§ WORK ITEM:
Where the string "right" appears in a line of the data, show that line.

§ DATA LISTING:
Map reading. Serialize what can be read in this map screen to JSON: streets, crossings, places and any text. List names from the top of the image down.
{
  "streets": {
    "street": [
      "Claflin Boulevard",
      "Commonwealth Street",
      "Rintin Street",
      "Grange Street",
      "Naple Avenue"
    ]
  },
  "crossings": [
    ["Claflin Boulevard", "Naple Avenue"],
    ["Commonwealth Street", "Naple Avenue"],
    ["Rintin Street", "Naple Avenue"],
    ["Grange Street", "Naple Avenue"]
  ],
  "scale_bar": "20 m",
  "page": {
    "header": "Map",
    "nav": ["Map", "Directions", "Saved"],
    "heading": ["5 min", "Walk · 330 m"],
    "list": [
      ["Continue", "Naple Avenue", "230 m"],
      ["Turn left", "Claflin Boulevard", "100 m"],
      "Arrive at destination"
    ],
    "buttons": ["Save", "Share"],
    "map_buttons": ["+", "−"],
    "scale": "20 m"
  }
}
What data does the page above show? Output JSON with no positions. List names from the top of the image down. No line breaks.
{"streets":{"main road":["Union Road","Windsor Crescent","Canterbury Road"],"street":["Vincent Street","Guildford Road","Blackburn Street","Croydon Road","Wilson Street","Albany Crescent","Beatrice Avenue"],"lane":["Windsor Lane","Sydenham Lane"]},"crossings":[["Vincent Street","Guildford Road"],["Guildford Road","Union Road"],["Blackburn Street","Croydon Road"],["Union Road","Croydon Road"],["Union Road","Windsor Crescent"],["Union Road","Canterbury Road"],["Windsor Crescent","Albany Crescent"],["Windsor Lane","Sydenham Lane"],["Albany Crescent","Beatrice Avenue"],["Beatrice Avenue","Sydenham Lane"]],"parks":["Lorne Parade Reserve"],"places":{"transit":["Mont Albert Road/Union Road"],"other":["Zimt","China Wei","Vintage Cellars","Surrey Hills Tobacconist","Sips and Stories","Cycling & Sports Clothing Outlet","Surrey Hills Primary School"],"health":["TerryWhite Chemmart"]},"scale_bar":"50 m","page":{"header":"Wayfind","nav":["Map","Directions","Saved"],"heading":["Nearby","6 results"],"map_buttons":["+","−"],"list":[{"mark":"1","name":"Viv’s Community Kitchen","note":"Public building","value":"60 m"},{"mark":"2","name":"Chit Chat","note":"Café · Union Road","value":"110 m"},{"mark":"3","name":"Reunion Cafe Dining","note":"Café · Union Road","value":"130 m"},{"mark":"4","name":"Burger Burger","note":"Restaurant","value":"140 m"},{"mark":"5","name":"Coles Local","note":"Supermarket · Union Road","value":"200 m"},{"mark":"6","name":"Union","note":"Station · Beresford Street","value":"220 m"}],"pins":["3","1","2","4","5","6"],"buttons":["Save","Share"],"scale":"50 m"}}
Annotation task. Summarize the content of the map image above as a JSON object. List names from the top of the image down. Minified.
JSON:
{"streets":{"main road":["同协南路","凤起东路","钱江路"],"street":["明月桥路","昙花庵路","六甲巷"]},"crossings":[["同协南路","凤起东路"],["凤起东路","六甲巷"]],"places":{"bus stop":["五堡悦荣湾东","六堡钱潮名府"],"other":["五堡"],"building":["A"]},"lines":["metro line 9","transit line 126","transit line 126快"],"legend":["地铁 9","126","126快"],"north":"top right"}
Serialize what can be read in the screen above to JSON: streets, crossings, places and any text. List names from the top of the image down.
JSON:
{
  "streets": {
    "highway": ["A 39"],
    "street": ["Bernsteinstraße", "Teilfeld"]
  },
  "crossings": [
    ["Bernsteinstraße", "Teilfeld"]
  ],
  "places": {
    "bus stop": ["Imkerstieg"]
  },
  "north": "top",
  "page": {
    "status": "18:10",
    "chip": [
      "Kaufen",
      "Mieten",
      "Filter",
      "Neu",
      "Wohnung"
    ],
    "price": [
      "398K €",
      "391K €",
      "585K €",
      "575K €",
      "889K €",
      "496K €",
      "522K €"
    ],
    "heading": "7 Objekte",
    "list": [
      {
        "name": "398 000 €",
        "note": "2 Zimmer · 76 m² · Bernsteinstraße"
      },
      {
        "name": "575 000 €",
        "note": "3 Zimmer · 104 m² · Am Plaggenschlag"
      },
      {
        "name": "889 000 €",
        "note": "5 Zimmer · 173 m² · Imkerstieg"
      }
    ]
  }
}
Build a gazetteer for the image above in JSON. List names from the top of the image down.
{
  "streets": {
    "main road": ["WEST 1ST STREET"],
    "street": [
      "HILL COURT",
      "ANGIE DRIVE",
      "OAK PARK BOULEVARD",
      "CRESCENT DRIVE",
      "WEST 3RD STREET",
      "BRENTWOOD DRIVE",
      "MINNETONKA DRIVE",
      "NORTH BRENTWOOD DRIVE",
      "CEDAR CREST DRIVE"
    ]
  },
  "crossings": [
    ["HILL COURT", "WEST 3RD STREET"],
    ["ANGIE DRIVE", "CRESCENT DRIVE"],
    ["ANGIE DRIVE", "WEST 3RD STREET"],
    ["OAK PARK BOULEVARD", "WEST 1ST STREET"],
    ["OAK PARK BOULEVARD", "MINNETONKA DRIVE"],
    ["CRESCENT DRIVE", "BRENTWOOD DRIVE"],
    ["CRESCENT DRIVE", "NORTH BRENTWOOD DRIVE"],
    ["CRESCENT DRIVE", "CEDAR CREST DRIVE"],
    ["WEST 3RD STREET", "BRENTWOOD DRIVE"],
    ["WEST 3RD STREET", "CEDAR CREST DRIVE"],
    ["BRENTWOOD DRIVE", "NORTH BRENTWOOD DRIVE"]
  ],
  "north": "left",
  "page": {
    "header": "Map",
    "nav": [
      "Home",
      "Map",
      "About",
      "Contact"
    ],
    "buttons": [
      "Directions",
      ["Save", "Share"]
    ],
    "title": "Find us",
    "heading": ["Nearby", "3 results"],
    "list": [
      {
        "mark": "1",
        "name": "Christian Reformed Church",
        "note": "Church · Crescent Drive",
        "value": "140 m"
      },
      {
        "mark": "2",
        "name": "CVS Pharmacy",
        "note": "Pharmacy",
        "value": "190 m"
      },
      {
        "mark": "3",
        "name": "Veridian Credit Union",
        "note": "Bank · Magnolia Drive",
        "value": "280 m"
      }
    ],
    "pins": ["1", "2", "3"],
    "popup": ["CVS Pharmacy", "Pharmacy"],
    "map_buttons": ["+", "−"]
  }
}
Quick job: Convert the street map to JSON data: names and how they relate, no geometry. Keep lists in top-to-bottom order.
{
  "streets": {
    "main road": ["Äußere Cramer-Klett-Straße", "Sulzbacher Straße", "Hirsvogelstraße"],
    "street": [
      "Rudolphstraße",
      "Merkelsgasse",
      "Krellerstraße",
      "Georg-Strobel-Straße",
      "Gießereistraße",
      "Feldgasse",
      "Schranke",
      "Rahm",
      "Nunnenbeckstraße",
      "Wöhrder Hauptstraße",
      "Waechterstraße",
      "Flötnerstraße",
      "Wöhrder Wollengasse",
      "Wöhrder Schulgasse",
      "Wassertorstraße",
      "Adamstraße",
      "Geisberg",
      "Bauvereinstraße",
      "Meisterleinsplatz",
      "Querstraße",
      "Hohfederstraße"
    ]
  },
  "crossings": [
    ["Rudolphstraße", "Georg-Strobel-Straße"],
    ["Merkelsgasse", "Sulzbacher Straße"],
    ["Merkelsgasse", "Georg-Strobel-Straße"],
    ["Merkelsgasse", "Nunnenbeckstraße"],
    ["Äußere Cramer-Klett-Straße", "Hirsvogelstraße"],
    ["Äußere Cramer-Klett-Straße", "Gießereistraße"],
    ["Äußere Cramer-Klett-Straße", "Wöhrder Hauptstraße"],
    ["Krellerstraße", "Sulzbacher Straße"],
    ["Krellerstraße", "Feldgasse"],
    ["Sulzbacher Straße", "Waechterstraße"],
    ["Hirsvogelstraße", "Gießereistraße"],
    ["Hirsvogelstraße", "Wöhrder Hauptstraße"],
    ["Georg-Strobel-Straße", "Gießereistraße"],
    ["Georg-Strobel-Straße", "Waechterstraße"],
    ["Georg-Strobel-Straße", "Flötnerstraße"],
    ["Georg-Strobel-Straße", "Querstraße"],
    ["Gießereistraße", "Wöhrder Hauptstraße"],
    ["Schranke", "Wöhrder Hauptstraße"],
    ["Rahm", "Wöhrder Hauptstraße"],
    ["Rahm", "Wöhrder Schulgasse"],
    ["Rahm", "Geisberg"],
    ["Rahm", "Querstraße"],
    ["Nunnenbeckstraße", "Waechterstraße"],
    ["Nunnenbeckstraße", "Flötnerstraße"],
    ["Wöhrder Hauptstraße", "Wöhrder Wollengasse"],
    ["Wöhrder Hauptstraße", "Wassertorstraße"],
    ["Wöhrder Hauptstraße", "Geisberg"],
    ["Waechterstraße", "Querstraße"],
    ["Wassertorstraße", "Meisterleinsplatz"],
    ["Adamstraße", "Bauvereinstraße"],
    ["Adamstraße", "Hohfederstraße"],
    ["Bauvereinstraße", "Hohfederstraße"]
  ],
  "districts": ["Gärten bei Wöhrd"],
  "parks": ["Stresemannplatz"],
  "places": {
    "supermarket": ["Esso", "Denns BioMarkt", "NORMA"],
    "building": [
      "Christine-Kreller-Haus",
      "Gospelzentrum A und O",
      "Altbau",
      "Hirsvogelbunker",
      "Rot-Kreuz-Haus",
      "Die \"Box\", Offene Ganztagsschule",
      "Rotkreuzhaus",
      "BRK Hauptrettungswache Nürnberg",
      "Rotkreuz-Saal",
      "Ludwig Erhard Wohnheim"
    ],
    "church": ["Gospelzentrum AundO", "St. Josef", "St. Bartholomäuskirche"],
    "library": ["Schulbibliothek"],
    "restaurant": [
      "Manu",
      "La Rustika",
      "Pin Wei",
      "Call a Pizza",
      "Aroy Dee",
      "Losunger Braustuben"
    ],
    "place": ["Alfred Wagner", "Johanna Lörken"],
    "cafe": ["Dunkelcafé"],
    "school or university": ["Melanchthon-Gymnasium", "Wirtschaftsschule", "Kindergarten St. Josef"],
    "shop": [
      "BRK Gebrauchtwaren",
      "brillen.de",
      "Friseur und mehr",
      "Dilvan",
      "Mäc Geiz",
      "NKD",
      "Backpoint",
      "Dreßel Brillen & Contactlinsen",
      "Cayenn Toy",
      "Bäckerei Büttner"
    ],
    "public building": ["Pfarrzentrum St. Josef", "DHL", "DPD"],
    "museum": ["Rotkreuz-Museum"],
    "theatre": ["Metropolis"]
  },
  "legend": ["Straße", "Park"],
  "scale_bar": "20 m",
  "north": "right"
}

§ THE ANSWER:
{"streets":{"main road":["同协南路","凤起东路","钱江路"],"street":["明月桥路","昙花庵路","六甲巷"]},"crossings":[["同协南路","凤起东路"],["凤起东路","六甲巷"]],"places":{"bus stop":["五堡悦荣湾东","六堡钱潮名府"],"other":["五堡"],"building":["A"]},"lines":["metro line 9","transit line 126","transit line 126快"],"legend":["地铁 9","126","126快"],"north":"top right"}
  "north": "right"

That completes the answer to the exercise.